II) Les effets du sursis à statuer

L’article 378 du CPC prévoit que « la décision de sursis suspend le cours de l’instance pour le temps ou jusqu’à la survenance de l’événement qu’elle détermine »

Il ressort de cette disposition que le sursis à statuer a pour effet de suspendre l’instance :

  • Soit pendant un temps fixé par le Juge
  • Soit jusqu’à la survenance d’un événement déterminé

En tout état de cause, il appartient au Juge de prévoir le fait générateur de la reprise de l’instance.

Le sursis à statuer ne dessaisit par le Juge, de sorte qu’il dispose de la faculté de revenir sur sa décision, à tout le moins d’abréger ou de proroger le délai fixé.

À l’expiration du sursis, l’instance est poursuivie à l’initiative des parties ou à la diligence du juge, sauf la faculté d’ordonner, s’il y a lieu, un nouveau sursis.

Ainsi, tant les parties que le Juge peuvent provoquer la reprise de l’instance, à l’instar de l’interruption d’instance.
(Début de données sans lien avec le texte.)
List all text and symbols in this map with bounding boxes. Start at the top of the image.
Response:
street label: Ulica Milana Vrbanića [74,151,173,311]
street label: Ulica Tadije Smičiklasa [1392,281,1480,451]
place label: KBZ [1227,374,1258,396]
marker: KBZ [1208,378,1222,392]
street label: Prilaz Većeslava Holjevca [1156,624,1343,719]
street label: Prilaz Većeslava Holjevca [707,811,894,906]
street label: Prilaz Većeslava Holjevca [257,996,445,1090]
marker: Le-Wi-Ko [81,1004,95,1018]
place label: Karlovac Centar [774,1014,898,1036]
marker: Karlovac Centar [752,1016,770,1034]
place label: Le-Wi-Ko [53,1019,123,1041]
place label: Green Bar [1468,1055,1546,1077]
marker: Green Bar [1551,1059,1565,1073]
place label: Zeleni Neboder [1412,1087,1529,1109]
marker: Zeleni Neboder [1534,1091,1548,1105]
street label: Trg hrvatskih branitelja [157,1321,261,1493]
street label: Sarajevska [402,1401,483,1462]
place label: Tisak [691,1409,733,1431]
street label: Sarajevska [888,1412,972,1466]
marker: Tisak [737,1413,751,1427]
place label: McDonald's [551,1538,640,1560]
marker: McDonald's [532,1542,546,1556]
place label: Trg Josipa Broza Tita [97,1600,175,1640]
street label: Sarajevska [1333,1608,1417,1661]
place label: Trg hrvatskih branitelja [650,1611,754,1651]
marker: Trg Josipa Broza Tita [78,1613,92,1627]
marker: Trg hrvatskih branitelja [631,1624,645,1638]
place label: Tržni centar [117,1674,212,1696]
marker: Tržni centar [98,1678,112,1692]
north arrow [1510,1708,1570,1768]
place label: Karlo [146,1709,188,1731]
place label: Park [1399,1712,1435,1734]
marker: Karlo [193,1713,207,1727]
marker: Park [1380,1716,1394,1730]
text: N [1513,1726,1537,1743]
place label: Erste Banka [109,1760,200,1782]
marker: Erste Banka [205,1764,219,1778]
Aucun acte formel n’est exigé par l’article 379 du CPC pour que la reprise de l’instance soit opérante.

Suivant les circonstances, le Juge peut encore révoquer le sursis ou en abréger le délai initialement fixé, en particulier s’il considère que ce délai n’est plus justifié.

III) Les recours contre la décision de sursis à statuer

L’article 380 du CPC prévoit en ce sens que la décision de sursis peut être frappée d’appel sur autorisation du premier président de la cour d’appel s’il est justifié d’un motif grave et légitime.

Pratiquement, la partie qui veut faire appel saisit le premier président, qui statue dans la forme des référés. L’assignation doit être délivrée dans le mois de la décision.

S’il accueille la demande, le premier président fixe, par une décision insusceptible de pourvoi, le jour où l’affaire sera examinée par la cour, laquelle est saisie et statue comme en matière de procédure à jour fixe ou comme il est dit à l’article 948, selon le cas.

Lorsque la décision de sursis à statuer est rendue en dernier ressort, elle peut être attaquée par la voie du pourvoi en cassation, mais seulement pour violation de la règle de droit.